After your project has been generated, refer to the MAINTAINER.md in the generated project for information about developing your collection.

Listing in the Collections Catalog

To list your collection in the Prefect Collections Catalog, submit a PR to the Prefect repository adding a file to the docs/collections/catalog directory with details about your collection. Please use TEMPLATE.yaml in that folder as guide.

Related topics

How to migrate a task from Prefect 1.0 to a Prefect 2.0 collection?

View in #prefect-contributors on Slack

ale @ale: Hey folks :wave:
Are there any guidelines to “convert” existing Prefect 1.0 tasks to make them work with Prefect 2.0?

@Anna_Geller: Hi Ale, great question!

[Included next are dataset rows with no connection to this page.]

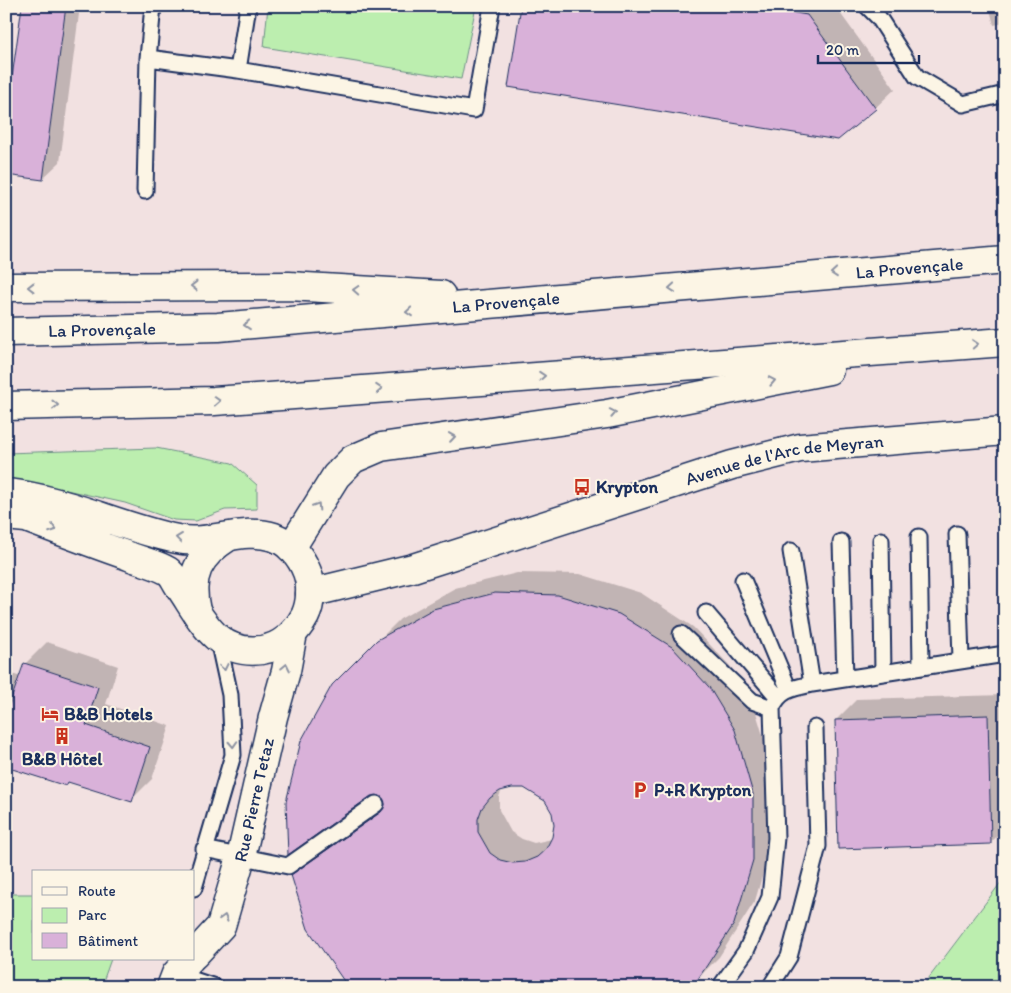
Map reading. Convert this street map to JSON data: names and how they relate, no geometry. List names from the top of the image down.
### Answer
{
  "streets": {
    "main road": ["La Provençale", "Avenue de l'Arc de Meyran", "Rue Pierre Tetaz"]
  },
  "crossings": [
    ["Avenue de l'Arc de Meyran", "Rue Pierre Tetaz"]
  ],
  "places": {
    "bus stop": ["Krypton"],
    "hotel": ["B&B Hotels"],
    "building": ["B&B Hôtel"],
    "parking": ["P+R Krypton"]
  },
  "legend": ["Route", "Parc", "Bâtiment"],
  "scale_bar": "20 m"
}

I asked Chris about it - we will have more concrete guidelines for that later. For now, we have a guide on how you can contribute to Prefect Collections discussed here How to contribute to Prefect Collections?

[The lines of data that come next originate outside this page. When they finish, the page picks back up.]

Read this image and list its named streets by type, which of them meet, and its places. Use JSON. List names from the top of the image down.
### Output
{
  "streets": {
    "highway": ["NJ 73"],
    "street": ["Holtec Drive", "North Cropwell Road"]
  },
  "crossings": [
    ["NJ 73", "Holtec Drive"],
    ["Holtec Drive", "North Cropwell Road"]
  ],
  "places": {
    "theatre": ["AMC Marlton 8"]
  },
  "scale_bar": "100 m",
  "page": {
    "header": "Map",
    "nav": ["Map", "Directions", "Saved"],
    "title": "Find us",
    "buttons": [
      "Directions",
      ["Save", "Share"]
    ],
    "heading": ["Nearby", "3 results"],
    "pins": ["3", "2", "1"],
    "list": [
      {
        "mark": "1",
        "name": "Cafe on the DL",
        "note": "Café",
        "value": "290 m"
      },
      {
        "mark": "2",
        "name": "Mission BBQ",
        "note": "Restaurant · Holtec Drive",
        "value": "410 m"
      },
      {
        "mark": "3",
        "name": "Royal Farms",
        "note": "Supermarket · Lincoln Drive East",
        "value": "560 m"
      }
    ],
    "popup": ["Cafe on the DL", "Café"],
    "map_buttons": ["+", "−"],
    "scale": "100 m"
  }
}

ale @ale: Thanks Anna! :raised_hands:
After digging into the code and other collections I was able to setup a prefect-cubejs collection on my local environment :blush:

Here you can find the code!

What are the next steps to submit the code into Prefect repo?

@Anna_Geller: That’s awesome! I’m sure @alex can help with the review.

alex @alex: Hey @ale! Thanks so much for creating a Prefect Collection!

Here’s are the next steps I recommend for prefect-cubejs:

  • Ensure that your code has good unit test coverage. You can check this by running coverage run --branch -m pytest tests. We recommend at least 80% coverage.
  • Make sure that all the documentation is updated. This includes the docstrings in your Python code and README.md since they are used to generate your documentation. You can run mkdocs serve to view the generated documentation.
  • Publish a version of prefect-cubejs on PyPI. You can do this automatically by creating a tag in GitHub with a v prefix (e.g. v0.1.0). This will create a release on PyPI and also publish the autogenerated docs to GitHub Pages. You’ll need a PyPI to to publish to PyPI and you can refer to MAINTAINERS.md in your repo for more information.

Once you’ve completed the initial release, we can work together to get prefect-cubejs listed in the Prefect Collections Catalog.

If you run into any issues, let me know and I’ll be happy to help!

ale @ale: Hey @alex :wave:
Thanks for the detailed instructions!
I was able to release the very first version of prefect-cubejs on PyPi :tada:

Is there anything else I need to do?

alex @alex: Can you send me a link to the deployed documentation?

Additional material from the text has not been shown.